Leave out the images and transcribe the entries below word for word.

--- SOURCE MATERIAL Enclosed Below ---

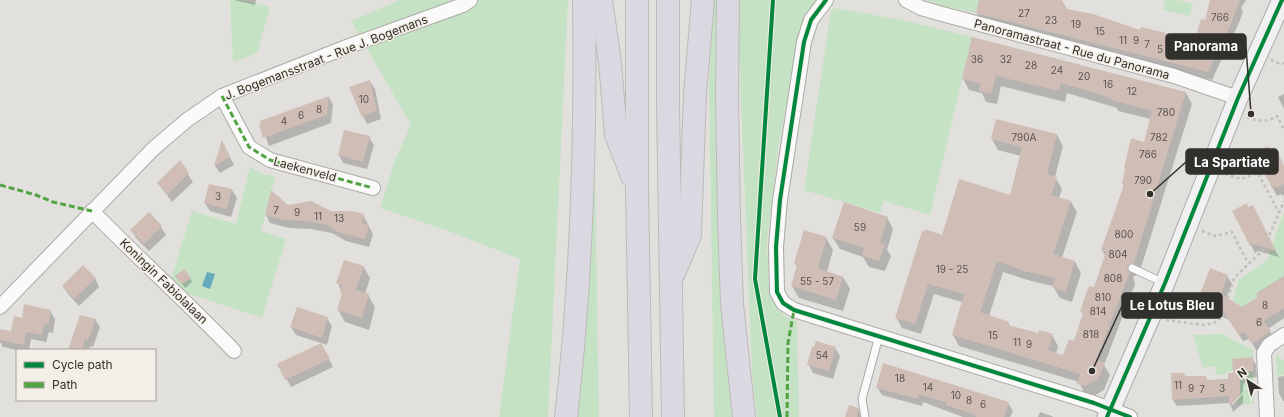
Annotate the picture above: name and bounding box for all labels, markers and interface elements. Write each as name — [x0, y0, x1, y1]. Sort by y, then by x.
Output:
house number: 27 — [1018, 7, 1030, 19]
street label: J. Bogemansstraat - Rue J. Bogemans — [222, 11, 430, 103]
house number: 766 — [1211, 11, 1229, 23]
house number: 23 — [1045, 14, 1057, 26]
street label: Panoramastraat - Rue du Panorama — [973, 16, 1171, 82]
house number: 19 — [1071, 18, 1081, 30]
house number: 15 — [1095, 25, 1105, 37]
house number: 11 — [1119, 34, 1127, 46]
house number: 9 — [1133, 34, 1139, 46]
callout: Panorama — [1166, 34, 1246, 59]
house number: 7 — [1144, 38, 1150, 50]
text: Panorama — [1174, 38, 1238, 54]
house number: 5 — [1157, 43, 1163, 55]
house number: 36 — [971, 53, 983, 65]
house number: 32 — [1000, 53, 1012, 65]
house number: 28 — [1025, 59, 1037, 71]
house number: 24 — [1051, 64, 1063, 76]
house number: 20 — [1078, 70, 1090, 82]
house number: 16 — [1103, 78, 1113, 90]
house number: 12 — [1127, 85, 1137, 97]
house number: 10 — [359, 93, 369, 105]
house number: 8 — [316, 103, 322, 115]
house number: 780 — [1157, 106, 1175, 118]
house number: 6 — [298, 109, 304, 121]
house number: 4 — [281, 115, 287, 127]
house number: 790A — [1012, 131, 1037, 143]
house number: 782 — [1150, 131, 1168, 143]
house number: 786 — [1139, 148, 1157, 160]
callout: La Spartiate — [1186, 149, 1278, 174]
street label: Laekenveld — [272, 153, 338, 185]
text: La Spartiate — [1194, 154, 1270, 170]
house number: 790 — [1134, 174, 1152, 186]
house number: 3 — [215, 190, 221, 202]
house number: 7 — [273, 204, 279, 216]
house number: 9 — [294, 206, 300, 218]
house number: 11 — [314, 210, 322, 222]
house number: 13 — [334, 212, 344, 224]
house number: 59 — [854, 221, 866, 233]
house number: 800 — [1115, 228, 1133, 240]
street label: Koningin Fabiolalaan — [117, 235, 211, 327]
house number: 804 — [1109, 248, 1127, 260]
house number: 19 - 25 — [936, 263, 968, 275]
house number: 808 — [1104, 272, 1122, 284]
house number: 55 - 57 — [800, 275, 834, 287]
house number: 810 — [1095, 291, 1111, 303]
callout: Le Lotus Bleu — [1122, 293, 1222, 318]
text: Le Lotus Bleu — [1130, 297, 1214, 313]
house number: 8 — [1262, 299, 1268, 311]
house number: 814 — [1090, 305, 1106, 317]
house number: 6 — [1256, 316, 1262, 328]
house number: 818 — [1083, 328, 1099, 340]
house number: 15 — [988, 329, 998, 341]
house number: 11 — [1013, 336, 1021, 348]
house number: 9 — [1026, 338, 1032, 350]
legend — [16, 349, 156, 401]
house number: 54 — [816, 349, 828, 361]
text: Cycle path — [52, 357, 113, 372]
north arrow — [1228, 361, 1268, 401]
text: N — [1235, 365, 1250, 381]
house number: 18 — [895, 372, 905, 384]
text: Path — [52, 377, 77, 392]
house number: 11 — [1174, 379, 1182, 391]
house number: 14 — [923, 381, 933, 393]
house number: 9 — [1188, 382, 1194, 394]
house number: 3 — [1219, 382, 1225, 394]
house number: 7 — [1199, 383, 1205, 395]
house number: 10 — [951, 389, 961, 401]
house number: 8 — [966, 394, 972, 406]
house number: 6 — [980, 398, 986, 410]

--- End of Enclosed SOURCE MATERIAL ---

> **TASK RESULT**
Annotate the picture above: name and bounding box for all labels, markers and interface elements. Write each as name — [x0, y0, x1, y1]. Sort by y, then by x.
Output:
house number: 27 — [1018, 7, 1030, 19]
street label: J. Bogemansstraat - Rue J. Bogemans — [222, 11, 430, 103]
house number: 766 — [1211, 11, 1229, 23]
house number: 23 — [1045, 14, 1057, 26]
street label: Panoramastraat - Rue du Panorama — [973, 16, 1171, 82]
house number: 19 — [1071, 18, 1081, 30]
house number: 15 — [1095, 25, 1105, 37]
house number: 11 — [1119, 34, 1127, 46]
house number: 9 — [1133, 34, 1139, 46]
callout: Panorama — [1166, 34, 1246, 59]
house number: 7 — [1144, 38, 1150, 50]
text: Panorama — [1174, 38, 1238, 54]
house number: 5 — [1157, 43, 1163, 55]
house number: 36 — [971, 53, 983, 65]
house number: 32 — [1000, 53, 1012, 65]
house number: 28 — [1025, 59, 1037, 71]
house number: 24 — [1051, 64, 1063, 76]
house number: 20 — [1078, 70, 1090, 82]
house number: 16 — [1103, 78, 1113, 90]
house number: 12 — [1127, 85, 1137, 97]
house number: 10 — [359, 93, 369, 105]
house number: 8 — [316, 103, 322, 115]
house number: 780 — [1157, 106, 1175, 118]
house number: 6 — [298, 109, 304, 121]
house number: 4 — [281, 115, 287, 127]
house number: 790A — [1012, 131, 1037, 143]
house number: 782 — [1150, 131, 1168, 143]
house number: 786 — [1139, 148, 1157, 160]
callout: La Spartiate — [1186, 149, 1278, 174]
street label: Laekenveld — [272, 153, 338, 185]
text: La Spartiate — [1194, 154, 1270, 170]
house number: 790 — [1134, 174, 1152, 186]
house number: 3 — [215, 190, 221, 202]
house number: 7 — [273, 204, 279, 216]
house number: 9 — [294, 206, 300, 218]
house number: 11 — [314, 210, 322, 222]
house number: 13 — [334, 212, 344, 224]
house number: 59 — [854, 221, 866, 233]
house number: 800 — [1115, 228, 1133, 240]
street label: Koningin Fabiolalaan — [117, 235, 211, 327]
house number: 804 — [1109, 248, 1127, 260]
house number: 19 - 25 — [936, 263, 968, 275]
house number: 808 — [1104, 272, 1122, 284]
house number: 55 - 57 — [800, 275, 834, 287]
house number: 810 — [1095, 291, 1111, 303]
callout: Le Lotus Bleu — [1122, 293, 1222, 318]
text: Le Lotus Bleu — [1130, 297, 1214, 313]
house number: 8 — [1262, 299, 1268, 311]
house number: 814 — [1090, 305, 1106, 317]
house number: 6 — [1256, 316, 1262, 328]
house number: 818 — [1083, 328, 1099, 340]
house number: 15 — [988, 329, 998, 341]
house number: 11 — [1013, 336, 1021, 348]
house number: 9 — [1026, 338, 1032, 350]
legend — [16, 349, 156, 401]
house number: 54 — [816, 349, 828, 361]
text: Cycle path — [52, 357, 113, 372]
north arrow — [1228, 361, 1268, 401]
text: N — [1235, 365, 1250, 381]
house number: 18 — [895, 372, 905, 384]
text: Path — [52, 377, 77, 392]
house number: 11 — [1174, 379, 1182, 391]
house number: 14 — [923, 381, 933, 393]
house number: 9 — [1188, 382, 1194, 394]
house number: 3 — [1219, 382, 1225, 394]
house number: 7 — [1199, 383, 1205, 395]
house number: 10 — [951, 389, 961, 401]
house number: 8 — [966, 394, 972, 406]
house number: 6 — [980, 398, 986, 410]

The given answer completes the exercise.